Rephrase the problem in terms of graph theory in the natural way. Define a graph to be $(t_1,t_2,\dots,t_n)-\emph{good}$ if it satisfies the conditions in the problem statement for the tuple $(t_1,t_2,\dots,t_n)$. We proceed with strong induction on $n$. For the base case of $n = 1$, a complete graph on $t_1 + 1$ vertices is $(t_1)-\emph{good}$. For the induction step, suppose for some $k\ge 1$ that the problem statement holds for all $n\le k$, and fix a tuple $(t_1,t_2,\dots,t_{k+1})$. First, take $t_1$ vertices and connect each of them to all $t_{k+1}$ other vertices of the graph. If $k = 1$, we are already done. Otherwise, set aside $t_k - t_1 + 1$ of the $t_{k+1} - t_1 + 1$ vertices of degree $1$. By the inductive hypothesis, there exists a $(t_2-t_1, t_3-t_1, \dots, t_k-t_1)-\emph{good}$ graph on these vertices and we're done.

Use induction on $n$. Base cases $n=0$(there's nothing to prove) and $n=1$($K_{t_1}$) are trivial. Now suppose that $n-2$ works. For $n$, select a set $S$ of $t_1$ people and connect everyone in $S$ to everyone else(including others in $S$). Then select another set $T$ of $t_n-t_{n-1}$ people that is disjoint from $S$ and don't connect them to anyone besides the people in $S$. We have reduced the problem to the same problem but with $t_2-t_1$, $t_3-t_1$, $\dots$, $t_{n-1}-t_1$, which is true by our inductive hypothesis. $\blacksquare$

This is fairly straightforward by induction. First, pick one vertex $v$, and assume that the conclusion is true for any $n-1$ variables $t_1, t_2, \dots, t_{n-1}$. Then, label $m = t_n - t_{n-1}$ vertices $v_1, v_2, \dots, v_m$, and let them all have degree $t_n$. Notice that upon connecting all the $v_i$ to each other and also to $v$, all the $v_i$ and $v$ itself will each still require $t_{n-1}$ edges. On the other hand, none of the degrees of the other vertices except for $v$ have changed, thus we can induct down. Furthermore, $v$ will end up having degree $t_n$, thus proving the result.

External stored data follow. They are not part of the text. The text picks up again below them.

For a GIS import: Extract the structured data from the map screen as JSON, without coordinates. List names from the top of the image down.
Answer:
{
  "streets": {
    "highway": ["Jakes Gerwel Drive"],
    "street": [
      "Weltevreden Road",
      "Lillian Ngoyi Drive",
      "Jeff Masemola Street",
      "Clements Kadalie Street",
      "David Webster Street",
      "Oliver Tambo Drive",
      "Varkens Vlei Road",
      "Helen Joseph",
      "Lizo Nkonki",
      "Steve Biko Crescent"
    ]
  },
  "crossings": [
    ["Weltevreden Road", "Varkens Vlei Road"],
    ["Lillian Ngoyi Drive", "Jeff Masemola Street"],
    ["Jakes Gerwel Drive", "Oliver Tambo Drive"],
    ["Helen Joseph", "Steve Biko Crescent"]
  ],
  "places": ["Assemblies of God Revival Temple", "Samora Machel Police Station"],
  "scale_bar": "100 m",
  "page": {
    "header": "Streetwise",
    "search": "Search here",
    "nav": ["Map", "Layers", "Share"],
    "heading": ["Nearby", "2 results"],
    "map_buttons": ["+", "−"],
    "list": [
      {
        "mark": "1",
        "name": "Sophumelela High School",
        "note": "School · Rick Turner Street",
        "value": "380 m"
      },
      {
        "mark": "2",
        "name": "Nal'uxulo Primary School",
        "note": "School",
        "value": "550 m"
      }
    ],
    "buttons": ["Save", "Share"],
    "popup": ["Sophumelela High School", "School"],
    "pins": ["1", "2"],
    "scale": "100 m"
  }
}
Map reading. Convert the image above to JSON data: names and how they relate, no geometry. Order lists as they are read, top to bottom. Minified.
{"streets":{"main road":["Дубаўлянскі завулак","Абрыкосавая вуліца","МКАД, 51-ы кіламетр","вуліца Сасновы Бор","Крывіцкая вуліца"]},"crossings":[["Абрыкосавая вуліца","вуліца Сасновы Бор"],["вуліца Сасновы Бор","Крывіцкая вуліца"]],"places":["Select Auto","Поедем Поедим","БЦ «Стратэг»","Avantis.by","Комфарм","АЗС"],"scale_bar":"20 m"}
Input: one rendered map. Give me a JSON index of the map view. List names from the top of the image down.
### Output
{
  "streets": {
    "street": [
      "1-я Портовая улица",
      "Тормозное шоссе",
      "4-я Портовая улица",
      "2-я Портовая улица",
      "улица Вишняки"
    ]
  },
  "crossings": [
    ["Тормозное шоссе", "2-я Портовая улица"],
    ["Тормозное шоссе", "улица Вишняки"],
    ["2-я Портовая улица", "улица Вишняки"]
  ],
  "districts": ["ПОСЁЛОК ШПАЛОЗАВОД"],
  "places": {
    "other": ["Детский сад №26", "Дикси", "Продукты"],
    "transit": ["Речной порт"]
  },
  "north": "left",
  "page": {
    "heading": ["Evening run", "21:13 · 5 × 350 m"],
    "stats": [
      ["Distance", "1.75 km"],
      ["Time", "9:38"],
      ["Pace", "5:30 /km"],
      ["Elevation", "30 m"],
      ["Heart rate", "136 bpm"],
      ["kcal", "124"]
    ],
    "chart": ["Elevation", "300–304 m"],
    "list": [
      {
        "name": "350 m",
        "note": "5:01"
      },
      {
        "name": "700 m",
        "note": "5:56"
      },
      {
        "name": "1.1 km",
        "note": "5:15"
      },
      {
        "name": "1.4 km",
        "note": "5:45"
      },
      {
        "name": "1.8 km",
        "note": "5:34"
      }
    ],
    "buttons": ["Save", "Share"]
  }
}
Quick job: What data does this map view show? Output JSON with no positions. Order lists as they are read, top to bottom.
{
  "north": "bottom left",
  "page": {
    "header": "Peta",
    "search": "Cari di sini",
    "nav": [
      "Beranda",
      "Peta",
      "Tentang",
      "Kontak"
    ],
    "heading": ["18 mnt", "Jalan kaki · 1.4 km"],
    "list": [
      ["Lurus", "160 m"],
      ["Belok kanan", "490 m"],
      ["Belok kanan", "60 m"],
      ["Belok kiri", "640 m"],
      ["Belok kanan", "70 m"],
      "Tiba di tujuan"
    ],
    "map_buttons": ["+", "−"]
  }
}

Okay, my solution is same as #7, but I decided to post it Let $A_{1}, A_{2},\dots, A_{n}$ be disjoint subsets of $V$ such that for every $v \in A_{i}$, we have $\deg v = t_{i}$. For $1 \leq i \leq n$, if $i \neq \left\lceil \frac{n}{2} \right\rceil$ then $|A_{i}| = t_{n-i+1} - t_{n-i}$, if $i = \left\lceil \frac{n}{2} \right\rceil$, then $A_{i} = t_{n-i+1}-t_{n-i}+1$. For $A, B \in V$(not necessary distinct), $connect$ is operation that every $u \in A, v \in B$, if $u$ and $v$ are not adjacent, connect them. For $1 \leq i \leq n$, all $n + 1 - i \leq j \leq n$ connect $A_{i}, A_{j}$. Then our graph satisfies the problem condition, as desired.

Firstly, we prove that $t_1 = 1$, $t_2 = 2, \ldots, t_n = n$ works. We proceed using induction with $n=1,2$ being clearly true. Now add in a vertex and draw an edge tot every vertex. So we end up with $2,3,\ldots,n,n+1,n+1$ degree vertices. Now add in another new vertex and draw an edge and one $\deg = n+1$ vertex. So we go from, \[(1,2,\ldots,n) \rightarrow (1,2,\ldots, n+1,n+2).\]We can do this for $n$ odd and even separately to prove the claim. Also, note that if a sequence $(t_1,t_2,\ldots,t_{n+1})$ works, then $(t_1+1, t_2 + 1, \ldots, t_n + 1)$ also works. To see how, just add in an extra vertex and draw an edge from that vertex to the other vertices in the graph we had for $(t_1,t_2,\ldots, t_n)$. Now, as we have $(1,\ldots, n)$ works, so $(1+(t_1-1), 2+(t_1-1),\ldots, n+(t_1-1))$ also works $\implies (t_1,t_1 + 1,\ldots, t_1 + n-1)$. Now add in another vertex and connect it to all vertices with $\deg = t_1 + 1,\ldots, t_1 + n$ and continue doing this until we reach $(t_1,t_2,t_2+1,\ldots,t_2 + n-2)$. Proceeding similarly, we can reach the case where we have $(t_1,t_2,\cdots,t_n)$ and we are done.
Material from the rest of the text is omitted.